Just when you thought you’ve seen it all, along comes the RYNO, a self-balancing, electric-powered vehicle that on first glance appears to a cross between a Segway and a motorcycle. The full name of the machine is the RYNO microcycle and the hope of Chris Hoffman, CEO of Ryno Motors is that his new invention will usher in a revolution in urban transportation. Full details of the personal transportation system have been reveled in an interview with Hoffman in FIX who after years of work and promotion is now ready to finally sell his creation.
While the machine bears some resemblance to a motorcycle with it’s thick steel frame and wide tires, it’s purpose is more directed to replacing the humble bicycle than our favorite two wheeled mode of transport. The RYNO is powered by two electric batteries and can travel at speeds of up to 10 mph, with a maximum range of around 15 miles. Not really what you’d to use to commute to and from work, but perhaps helpful if you’re needing to travel between meetings in the CBD. As it stands, the RYNO will full under the jurisdiction of the Consumer Product Safety Commission (CPSC) in the United States and is therefore subject to the same set of rules as other personal mobility products like scooters or electric wheelchairs.
RYNO uses advanced motion-sensor technology to detect even subtle input from its rider,
and reacts accordingly. Lean forward, and the bike will accelerate forward. Lean back, and the bike follows suit, standing up taller and slowing down.
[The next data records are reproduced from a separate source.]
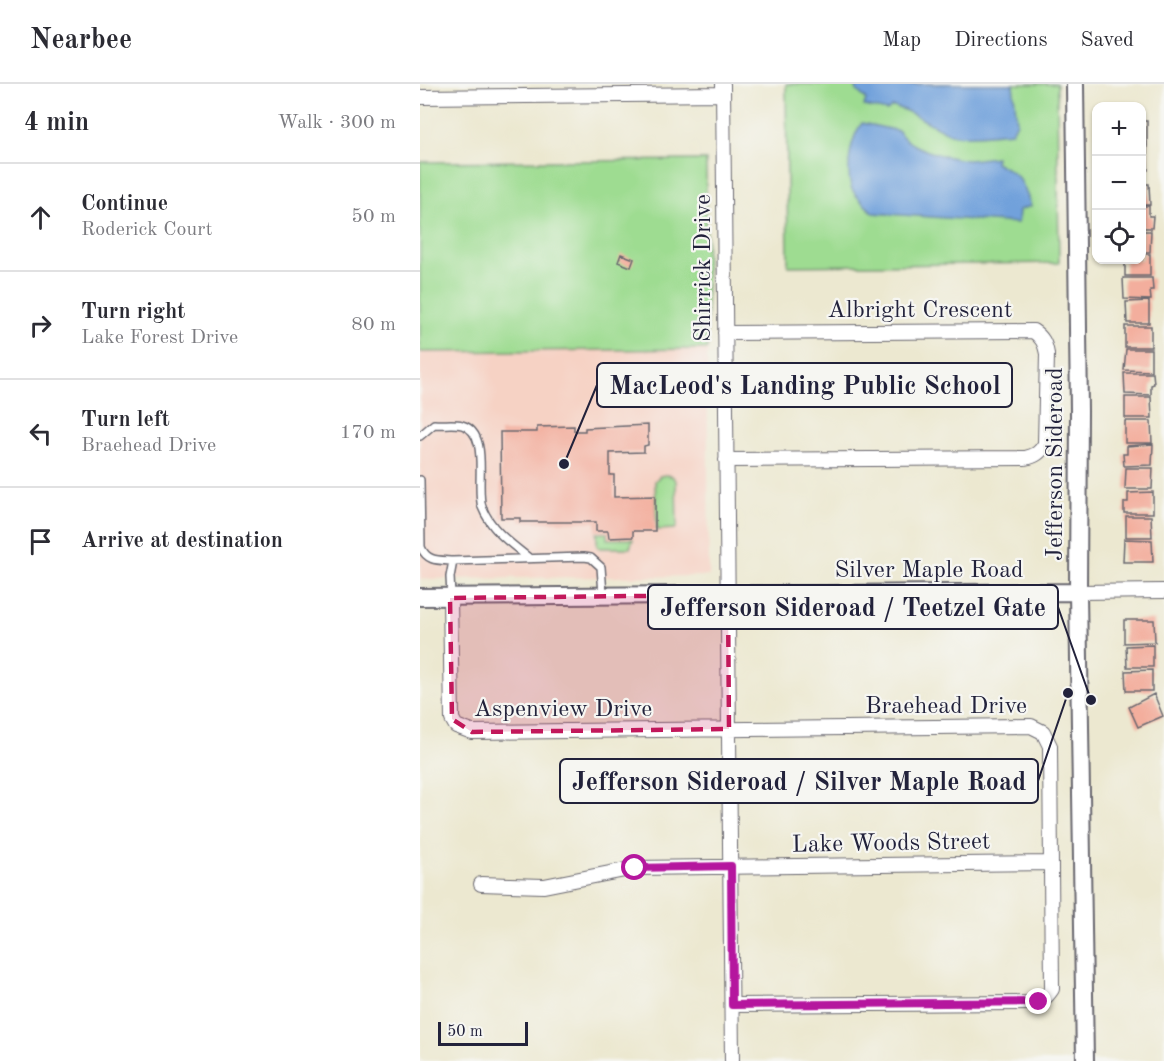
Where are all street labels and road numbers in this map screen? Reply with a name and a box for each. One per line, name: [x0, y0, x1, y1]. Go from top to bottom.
street label: Shirrick Drive: [692, 194, 716, 342]
street label: Albright Crescent: [828, 299, 1012, 323]
street label: Jefferson Sideroad: [1044, 367, 1068, 561]
street label: Silver Maple Road: [834, 559, 1024, 583]
street label: Braehead Drive: [865, 695, 1027, 719]
street label: Aspenview Drive: [474, 698, 652, 722]
street label: Lake Woods Street: [792, 830, 991, 858]

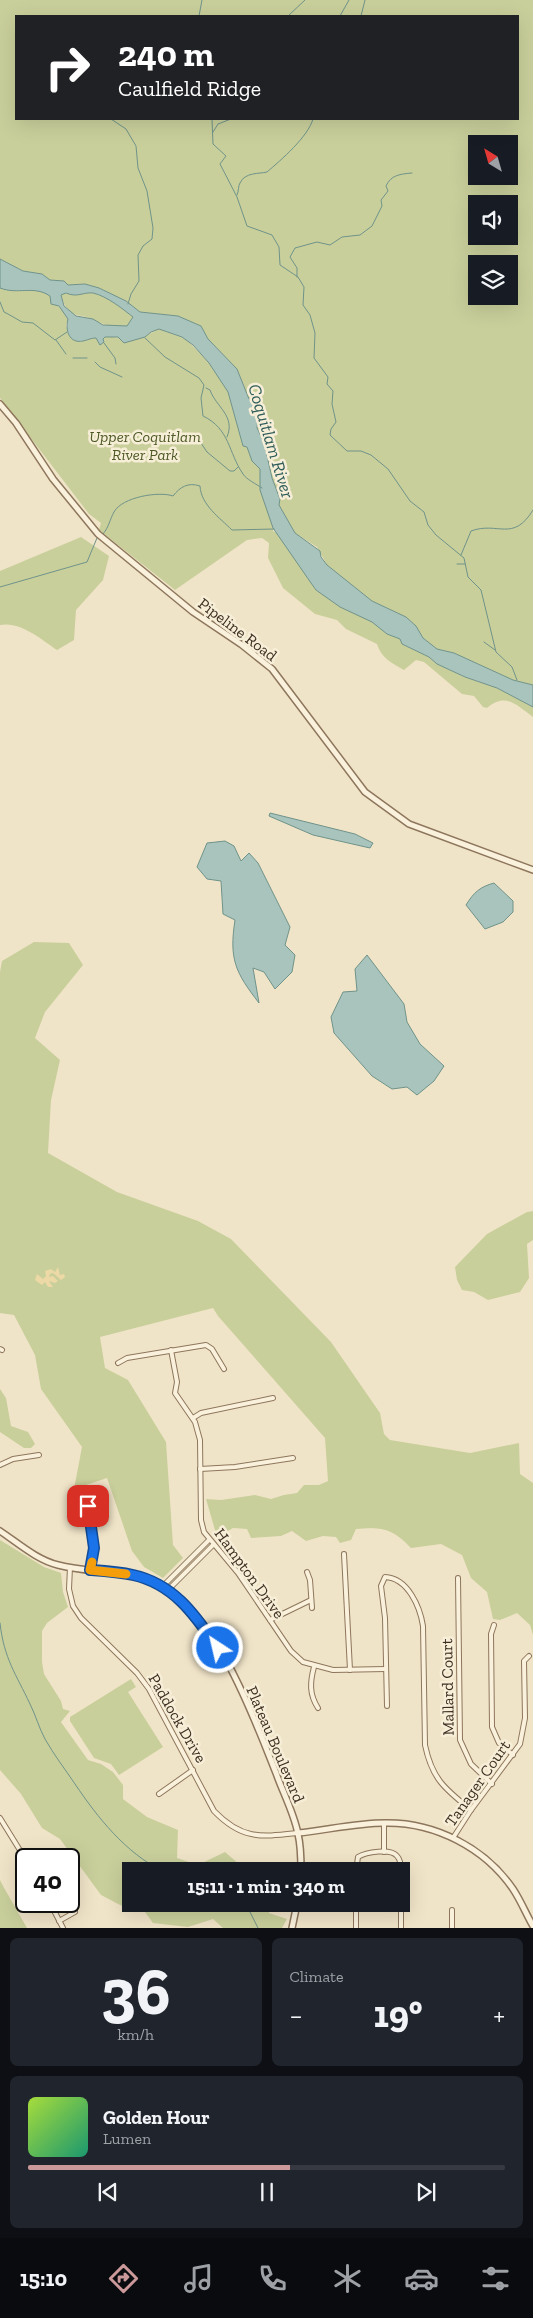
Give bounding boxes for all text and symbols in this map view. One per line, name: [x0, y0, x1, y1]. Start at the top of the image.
text: 240 m: [118, 33, 214, 75]
icon: right: [35, 35, 100, 100]
text: Caulfield Ridge: [118, 75, 261, 102]
north arrow: [468, 135, 518, 185]
map controls: [468, 135, 518, 305]
button: sound: [468, 195, 518, 245]
button: layers: [468, 255, 518, 305]
water label: Coquitlam River: [243, 381, 299, 502]
park label: Upper Coquitlam River Park: [89, 427, 201, 464]
street label: Pipeline Road: [195, 594, 281, 665]
pin: [67, 1485, 109, 1527]
icon: arrive: [74, 1492, 102, 1520]
street label: Hampton Drive: [211, 1524, 289, 1622]
position arrow: [191, 1621, 243, 1673]
street label: Mallard Court: [437, 1638, 458, 1736]
street label: Paddock Drive: [144, 1670, 211, 1766]
street label: Plateau Boulevard: [242, 1683, 309, 1805]
street label: Tanager Court: [441, 1737, 514, 1830]
speed limit sign: 40: [15, 1848, 80, 1913]
text: 15:11 · 1 min · 340 m: [187, 1875, 345, 1898]
text: 36: [101, 1953, 171, 2031]
text: Climate: [290, 1967, 344, 1986]
text: 19°: [373, 1991, 422, 2037]
text: −: [290, 1999, 303, 2032]
text: +: [493, 1999, 505, 2032]
text: km/h: [117, 2025, 154, 2044]
text: Golden Hour: [103, 2106, 210, 2129]
text: Lumen: [103, 2129, 151, 2148]
icon: previous: [94, 2178, 122, 2206]
icon: pause: [253, 2178, 281, 2206]
icon: next: [412, 2178, 440, 2206]
icon: directions: [106, 2261, 141, 2296]
icon: music: [181, 2261, 216, 2296]
icon: phone: [255, 2261, 290, 2296]
icon: climate: [330, 2261, 365, 2296]
icon: car: [404, 2261, 439, 2296]
icon: filters: [478, 2261, 513, 2296]
text: 15:10: [20, 2265, 67, 2292]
It’s been designed to be more at home in a bicycle lane rather than the footpath, too – it’s maximum speed of 10 mph is actually an artificial one, put in place to ensure riders of the RYNO doesn’t fall within the jurisdiction of requiring licenses or limiting their use to car clogged roads.
According to Hoffman, the idea of the RYNO came from a 13 year old girl who queried him on whether it was possible to build a one-wheeled motorcycle she saw in a video game. Six years and three prototypes later the RYNO is now ready for release to the mass market. Three hundred machines are ready to go on sale for $5,295 which means they’ll be competing directly with motorcycles and scooters.
When the Segway hit the market in 2001, it promised (and failed) to revolutionize transport as well, so what makes the RYNO any different? Accoridng to Hoffman, the Segway is “too big to use in offices and buildings. It takes up a lot of floor space, too, and it puts its riders head and shoulders above everyone else – that’s why the RYNO works,” he says. “I don’t take up much more room than I normally would just standing here. I’m standing flat on my feet, with the bike between my legs, and I’m at the same eye level as the other people in the elevator, not towering above them. That’s the key.”
The batteries in the RYNO take 6 hours to charge fully, though quicker charging and longer lasting lithium ion batteries are available as an option. It weighs 160 pounds and has an impressive 260 pounds carrying capacity and unlike a Segway, you can choose to either sit on the seat or stand on the pegs.